• TASK GOAL
The answer should be one number, the count of lines in the data with "legend".

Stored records

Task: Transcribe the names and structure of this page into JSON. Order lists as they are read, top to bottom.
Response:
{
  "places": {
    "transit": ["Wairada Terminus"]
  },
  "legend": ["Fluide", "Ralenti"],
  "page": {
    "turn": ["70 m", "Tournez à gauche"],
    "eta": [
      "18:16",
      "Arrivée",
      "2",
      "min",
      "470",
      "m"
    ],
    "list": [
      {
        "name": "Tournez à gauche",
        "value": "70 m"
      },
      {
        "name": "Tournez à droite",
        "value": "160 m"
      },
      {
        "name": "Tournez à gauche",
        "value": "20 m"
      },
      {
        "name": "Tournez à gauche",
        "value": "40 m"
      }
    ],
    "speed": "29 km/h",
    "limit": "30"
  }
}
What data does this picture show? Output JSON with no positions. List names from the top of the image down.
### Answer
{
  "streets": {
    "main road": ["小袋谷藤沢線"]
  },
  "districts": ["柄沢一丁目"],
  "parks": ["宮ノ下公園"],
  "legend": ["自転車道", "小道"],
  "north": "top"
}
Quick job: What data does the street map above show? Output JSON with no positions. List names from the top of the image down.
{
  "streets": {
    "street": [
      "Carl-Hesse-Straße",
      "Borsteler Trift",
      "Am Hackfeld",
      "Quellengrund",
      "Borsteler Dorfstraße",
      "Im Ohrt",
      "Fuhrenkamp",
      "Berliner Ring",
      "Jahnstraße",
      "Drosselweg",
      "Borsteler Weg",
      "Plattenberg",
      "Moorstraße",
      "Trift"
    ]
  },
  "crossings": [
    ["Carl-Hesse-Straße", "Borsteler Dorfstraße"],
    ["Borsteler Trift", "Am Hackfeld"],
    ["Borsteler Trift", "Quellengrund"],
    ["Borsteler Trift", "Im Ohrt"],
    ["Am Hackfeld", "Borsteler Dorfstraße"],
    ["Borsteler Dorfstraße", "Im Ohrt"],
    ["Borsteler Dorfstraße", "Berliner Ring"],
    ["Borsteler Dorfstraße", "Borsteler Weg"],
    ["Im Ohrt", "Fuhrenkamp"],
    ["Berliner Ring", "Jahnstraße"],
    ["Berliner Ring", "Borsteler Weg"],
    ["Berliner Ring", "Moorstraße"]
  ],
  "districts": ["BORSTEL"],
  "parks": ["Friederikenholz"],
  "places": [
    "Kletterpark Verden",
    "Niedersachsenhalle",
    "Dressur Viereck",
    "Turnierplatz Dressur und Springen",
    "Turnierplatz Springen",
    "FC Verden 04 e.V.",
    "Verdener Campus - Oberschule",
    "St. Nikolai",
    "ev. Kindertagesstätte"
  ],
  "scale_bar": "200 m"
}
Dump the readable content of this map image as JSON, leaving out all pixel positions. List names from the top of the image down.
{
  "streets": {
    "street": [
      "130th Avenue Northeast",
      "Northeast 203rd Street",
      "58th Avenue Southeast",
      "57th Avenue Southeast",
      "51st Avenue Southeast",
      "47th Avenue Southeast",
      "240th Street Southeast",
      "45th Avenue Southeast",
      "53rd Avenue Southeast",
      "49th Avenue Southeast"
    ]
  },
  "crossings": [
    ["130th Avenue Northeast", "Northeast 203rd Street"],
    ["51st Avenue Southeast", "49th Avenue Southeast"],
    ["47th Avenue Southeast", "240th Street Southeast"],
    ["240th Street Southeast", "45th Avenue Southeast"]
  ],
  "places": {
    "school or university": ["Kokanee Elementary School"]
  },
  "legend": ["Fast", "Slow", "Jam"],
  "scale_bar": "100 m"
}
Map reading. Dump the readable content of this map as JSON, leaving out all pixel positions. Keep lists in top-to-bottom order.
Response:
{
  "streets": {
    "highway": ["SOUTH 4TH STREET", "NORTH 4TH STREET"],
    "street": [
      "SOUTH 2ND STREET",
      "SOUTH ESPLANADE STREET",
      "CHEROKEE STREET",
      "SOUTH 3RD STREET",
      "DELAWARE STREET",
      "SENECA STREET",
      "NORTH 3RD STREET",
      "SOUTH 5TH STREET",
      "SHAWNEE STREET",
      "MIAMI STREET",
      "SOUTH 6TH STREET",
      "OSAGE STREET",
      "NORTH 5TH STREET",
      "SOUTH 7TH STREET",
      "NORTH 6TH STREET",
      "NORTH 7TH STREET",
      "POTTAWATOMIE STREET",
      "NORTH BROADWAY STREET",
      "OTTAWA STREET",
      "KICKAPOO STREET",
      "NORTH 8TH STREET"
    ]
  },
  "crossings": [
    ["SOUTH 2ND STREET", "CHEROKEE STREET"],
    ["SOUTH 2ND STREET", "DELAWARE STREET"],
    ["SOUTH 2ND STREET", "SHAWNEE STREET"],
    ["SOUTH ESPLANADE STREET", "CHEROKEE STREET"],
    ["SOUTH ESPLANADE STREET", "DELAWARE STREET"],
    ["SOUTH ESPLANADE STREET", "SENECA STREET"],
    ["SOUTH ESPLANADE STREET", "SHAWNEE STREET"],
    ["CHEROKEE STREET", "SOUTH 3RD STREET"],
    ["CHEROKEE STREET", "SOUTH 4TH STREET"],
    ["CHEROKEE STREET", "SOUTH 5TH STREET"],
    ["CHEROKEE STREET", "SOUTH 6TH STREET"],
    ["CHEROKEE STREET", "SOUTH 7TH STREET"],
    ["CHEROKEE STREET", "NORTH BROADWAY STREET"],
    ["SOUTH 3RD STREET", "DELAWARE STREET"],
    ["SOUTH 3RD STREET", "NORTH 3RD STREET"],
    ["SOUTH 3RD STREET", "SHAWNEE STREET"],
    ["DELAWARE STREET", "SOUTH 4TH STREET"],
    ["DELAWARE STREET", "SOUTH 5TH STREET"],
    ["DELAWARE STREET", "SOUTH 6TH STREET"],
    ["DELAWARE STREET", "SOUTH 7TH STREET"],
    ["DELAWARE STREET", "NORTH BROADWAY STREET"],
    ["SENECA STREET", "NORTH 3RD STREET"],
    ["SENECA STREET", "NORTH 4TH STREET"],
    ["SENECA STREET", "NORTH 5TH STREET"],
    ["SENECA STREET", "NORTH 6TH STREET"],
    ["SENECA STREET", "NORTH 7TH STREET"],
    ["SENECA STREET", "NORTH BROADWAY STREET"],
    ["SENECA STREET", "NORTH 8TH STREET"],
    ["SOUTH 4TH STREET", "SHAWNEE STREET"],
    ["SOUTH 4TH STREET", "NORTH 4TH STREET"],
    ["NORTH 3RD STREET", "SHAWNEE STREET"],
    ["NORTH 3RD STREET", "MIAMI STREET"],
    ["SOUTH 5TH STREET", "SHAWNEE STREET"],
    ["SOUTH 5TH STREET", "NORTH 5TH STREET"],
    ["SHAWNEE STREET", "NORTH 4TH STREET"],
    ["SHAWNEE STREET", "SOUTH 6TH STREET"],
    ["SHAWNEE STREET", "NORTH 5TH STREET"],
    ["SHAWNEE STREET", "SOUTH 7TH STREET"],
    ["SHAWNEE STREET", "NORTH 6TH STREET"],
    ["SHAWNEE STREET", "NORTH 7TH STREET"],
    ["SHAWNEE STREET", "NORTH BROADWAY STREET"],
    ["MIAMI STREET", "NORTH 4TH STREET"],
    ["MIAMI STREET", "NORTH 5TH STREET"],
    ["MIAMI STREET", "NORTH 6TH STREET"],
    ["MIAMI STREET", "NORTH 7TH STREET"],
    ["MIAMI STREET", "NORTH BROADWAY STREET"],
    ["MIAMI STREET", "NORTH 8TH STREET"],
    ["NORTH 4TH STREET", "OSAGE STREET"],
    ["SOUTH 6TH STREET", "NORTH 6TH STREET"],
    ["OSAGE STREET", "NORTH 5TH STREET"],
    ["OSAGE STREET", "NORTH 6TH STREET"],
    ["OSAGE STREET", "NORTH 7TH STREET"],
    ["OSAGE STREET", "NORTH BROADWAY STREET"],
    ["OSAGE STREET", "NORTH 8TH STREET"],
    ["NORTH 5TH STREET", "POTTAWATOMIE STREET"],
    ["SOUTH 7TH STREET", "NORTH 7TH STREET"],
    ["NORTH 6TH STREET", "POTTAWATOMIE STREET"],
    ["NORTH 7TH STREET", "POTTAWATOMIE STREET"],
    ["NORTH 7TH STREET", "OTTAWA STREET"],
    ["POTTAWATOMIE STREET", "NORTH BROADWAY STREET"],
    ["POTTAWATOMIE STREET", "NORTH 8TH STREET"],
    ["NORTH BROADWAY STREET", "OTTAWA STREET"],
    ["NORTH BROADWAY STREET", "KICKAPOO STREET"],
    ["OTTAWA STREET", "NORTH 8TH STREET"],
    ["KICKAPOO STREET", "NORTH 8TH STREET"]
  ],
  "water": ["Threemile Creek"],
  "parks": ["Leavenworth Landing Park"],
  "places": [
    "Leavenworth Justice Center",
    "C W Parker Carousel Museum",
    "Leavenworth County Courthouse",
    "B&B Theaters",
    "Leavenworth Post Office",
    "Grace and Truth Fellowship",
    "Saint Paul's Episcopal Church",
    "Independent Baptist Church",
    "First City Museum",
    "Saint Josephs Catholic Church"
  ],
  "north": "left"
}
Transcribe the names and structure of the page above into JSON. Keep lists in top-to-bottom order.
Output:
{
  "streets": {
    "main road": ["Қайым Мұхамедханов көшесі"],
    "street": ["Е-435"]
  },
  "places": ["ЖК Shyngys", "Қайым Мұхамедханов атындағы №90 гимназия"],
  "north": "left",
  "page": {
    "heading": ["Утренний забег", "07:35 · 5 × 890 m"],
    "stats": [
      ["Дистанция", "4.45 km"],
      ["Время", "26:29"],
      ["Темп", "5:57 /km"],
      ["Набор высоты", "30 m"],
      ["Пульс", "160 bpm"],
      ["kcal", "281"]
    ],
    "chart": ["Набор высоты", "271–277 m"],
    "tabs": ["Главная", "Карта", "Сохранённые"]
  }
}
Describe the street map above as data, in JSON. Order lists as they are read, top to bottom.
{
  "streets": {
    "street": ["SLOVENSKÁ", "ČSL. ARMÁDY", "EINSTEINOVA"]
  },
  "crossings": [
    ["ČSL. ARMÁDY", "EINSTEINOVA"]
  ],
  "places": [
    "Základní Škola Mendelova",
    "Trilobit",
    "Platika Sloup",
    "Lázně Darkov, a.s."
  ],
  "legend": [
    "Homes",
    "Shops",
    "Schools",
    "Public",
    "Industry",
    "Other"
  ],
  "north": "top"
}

• RESULT OF THIS EXERCISE
4